> [YOUR INSTRUCTIONS]
Each line of the records that holds "CARRANZA" should be shown in full.

> [DATA RECORDS]
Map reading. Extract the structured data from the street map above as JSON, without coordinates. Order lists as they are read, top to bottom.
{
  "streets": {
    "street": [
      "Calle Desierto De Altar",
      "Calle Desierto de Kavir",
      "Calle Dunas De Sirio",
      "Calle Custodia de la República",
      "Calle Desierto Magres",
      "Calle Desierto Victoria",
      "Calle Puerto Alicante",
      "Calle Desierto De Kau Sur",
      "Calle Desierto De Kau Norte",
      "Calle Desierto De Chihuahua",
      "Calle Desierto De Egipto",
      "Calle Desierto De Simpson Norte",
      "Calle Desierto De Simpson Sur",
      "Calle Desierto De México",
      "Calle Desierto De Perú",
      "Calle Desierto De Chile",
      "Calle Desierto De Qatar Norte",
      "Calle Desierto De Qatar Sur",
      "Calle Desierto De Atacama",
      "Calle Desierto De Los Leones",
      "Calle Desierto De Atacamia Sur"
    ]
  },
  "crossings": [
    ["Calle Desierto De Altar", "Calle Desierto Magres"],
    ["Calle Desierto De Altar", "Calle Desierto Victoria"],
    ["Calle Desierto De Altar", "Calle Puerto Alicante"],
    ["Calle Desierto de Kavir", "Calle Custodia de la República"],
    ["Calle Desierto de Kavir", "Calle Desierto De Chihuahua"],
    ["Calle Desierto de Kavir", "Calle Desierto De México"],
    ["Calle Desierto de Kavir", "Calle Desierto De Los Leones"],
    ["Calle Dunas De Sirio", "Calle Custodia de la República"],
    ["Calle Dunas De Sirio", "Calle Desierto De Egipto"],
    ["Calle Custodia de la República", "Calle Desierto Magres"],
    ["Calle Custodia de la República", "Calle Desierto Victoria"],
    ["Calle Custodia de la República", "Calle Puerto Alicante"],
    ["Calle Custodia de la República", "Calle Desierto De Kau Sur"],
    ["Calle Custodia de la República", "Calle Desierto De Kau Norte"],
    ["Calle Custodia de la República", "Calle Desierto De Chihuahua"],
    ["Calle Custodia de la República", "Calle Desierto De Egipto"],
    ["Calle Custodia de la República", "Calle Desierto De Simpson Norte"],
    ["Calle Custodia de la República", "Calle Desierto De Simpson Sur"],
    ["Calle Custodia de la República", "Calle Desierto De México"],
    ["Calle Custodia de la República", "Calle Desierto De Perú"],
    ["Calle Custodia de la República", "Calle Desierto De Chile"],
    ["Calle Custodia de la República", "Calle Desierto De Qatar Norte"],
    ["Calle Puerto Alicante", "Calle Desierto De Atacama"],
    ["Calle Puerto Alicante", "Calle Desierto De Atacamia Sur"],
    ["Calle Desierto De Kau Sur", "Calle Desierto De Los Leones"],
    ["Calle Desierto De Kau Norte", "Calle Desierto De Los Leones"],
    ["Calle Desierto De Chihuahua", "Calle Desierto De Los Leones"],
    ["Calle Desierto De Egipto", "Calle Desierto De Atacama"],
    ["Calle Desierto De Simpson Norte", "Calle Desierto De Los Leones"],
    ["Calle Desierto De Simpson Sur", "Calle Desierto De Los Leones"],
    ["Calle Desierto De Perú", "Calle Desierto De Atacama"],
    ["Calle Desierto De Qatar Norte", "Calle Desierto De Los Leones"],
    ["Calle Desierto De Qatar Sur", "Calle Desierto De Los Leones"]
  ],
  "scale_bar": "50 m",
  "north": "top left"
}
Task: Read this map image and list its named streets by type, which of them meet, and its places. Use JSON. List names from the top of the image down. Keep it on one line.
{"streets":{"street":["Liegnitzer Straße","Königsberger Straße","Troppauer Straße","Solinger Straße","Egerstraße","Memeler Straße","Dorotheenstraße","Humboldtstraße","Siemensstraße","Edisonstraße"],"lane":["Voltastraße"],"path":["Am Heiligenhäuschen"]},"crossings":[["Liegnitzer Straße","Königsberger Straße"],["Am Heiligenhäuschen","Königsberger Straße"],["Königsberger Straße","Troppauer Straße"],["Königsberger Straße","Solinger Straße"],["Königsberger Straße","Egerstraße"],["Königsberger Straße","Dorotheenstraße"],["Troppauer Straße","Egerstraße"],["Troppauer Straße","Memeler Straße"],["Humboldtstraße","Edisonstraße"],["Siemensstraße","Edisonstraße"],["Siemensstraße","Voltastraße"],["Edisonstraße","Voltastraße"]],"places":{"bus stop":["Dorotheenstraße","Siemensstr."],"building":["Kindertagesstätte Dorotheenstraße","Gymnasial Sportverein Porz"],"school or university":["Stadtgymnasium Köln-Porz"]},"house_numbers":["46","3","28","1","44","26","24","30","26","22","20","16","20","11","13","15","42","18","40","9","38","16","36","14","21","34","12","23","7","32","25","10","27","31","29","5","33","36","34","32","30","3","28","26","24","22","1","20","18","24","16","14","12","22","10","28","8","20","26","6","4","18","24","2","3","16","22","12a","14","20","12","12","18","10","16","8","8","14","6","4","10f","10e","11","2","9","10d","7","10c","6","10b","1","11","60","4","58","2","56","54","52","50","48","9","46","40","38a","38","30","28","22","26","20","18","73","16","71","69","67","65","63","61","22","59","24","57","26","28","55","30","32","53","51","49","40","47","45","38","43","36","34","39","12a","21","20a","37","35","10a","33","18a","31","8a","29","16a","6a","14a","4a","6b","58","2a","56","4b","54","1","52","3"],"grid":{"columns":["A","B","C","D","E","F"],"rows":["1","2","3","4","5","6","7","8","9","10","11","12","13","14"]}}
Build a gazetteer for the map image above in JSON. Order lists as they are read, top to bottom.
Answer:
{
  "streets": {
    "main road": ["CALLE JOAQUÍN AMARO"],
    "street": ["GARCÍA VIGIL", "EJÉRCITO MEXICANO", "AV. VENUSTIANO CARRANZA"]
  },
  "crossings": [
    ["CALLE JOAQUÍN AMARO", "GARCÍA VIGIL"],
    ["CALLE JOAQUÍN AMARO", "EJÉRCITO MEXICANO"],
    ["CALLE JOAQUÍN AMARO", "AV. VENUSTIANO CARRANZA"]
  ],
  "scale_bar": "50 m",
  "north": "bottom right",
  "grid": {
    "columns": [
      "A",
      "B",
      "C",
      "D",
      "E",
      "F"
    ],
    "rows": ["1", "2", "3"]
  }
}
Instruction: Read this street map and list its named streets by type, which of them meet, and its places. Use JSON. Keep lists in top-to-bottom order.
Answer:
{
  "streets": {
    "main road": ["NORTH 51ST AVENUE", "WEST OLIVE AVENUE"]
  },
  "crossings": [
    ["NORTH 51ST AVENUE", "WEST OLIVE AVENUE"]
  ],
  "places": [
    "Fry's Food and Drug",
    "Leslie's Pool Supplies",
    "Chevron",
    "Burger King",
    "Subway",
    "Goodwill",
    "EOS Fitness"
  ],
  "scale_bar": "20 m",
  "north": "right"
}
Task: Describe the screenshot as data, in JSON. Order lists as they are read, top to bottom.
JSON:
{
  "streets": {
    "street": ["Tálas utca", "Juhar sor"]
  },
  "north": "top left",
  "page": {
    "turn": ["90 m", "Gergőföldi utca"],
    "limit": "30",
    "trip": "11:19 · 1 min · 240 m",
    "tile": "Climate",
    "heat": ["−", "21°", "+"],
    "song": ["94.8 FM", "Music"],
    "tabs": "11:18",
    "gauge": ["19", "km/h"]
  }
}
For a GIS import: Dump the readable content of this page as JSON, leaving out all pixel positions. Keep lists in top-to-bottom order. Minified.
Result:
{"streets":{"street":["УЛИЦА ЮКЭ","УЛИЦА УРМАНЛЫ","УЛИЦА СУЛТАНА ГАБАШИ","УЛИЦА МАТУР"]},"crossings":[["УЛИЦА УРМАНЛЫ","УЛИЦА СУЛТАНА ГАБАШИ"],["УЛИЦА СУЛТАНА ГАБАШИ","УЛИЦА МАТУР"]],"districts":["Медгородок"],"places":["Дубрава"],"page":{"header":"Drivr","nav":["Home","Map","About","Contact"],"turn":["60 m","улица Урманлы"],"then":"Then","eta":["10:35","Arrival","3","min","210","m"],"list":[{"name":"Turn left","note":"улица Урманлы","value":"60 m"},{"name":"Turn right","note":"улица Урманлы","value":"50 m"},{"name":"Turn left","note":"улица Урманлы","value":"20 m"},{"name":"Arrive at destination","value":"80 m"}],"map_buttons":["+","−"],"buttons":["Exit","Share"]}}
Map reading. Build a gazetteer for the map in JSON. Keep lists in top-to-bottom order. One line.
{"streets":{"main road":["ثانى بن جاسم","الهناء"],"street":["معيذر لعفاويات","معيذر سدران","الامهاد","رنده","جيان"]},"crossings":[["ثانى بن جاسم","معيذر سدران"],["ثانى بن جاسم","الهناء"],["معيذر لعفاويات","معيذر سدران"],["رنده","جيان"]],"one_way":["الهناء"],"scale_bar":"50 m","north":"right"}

> [EXERCISE ANSWER]
    "street": ["GARCÍA VIGIL", "EJÉRCITO MEXICANO", "AV. VENUSTIANO CARRANZA"]
    ["CALLE JOAQUÍN AMARO", "AV. VENUSTIANO CARRANZA"]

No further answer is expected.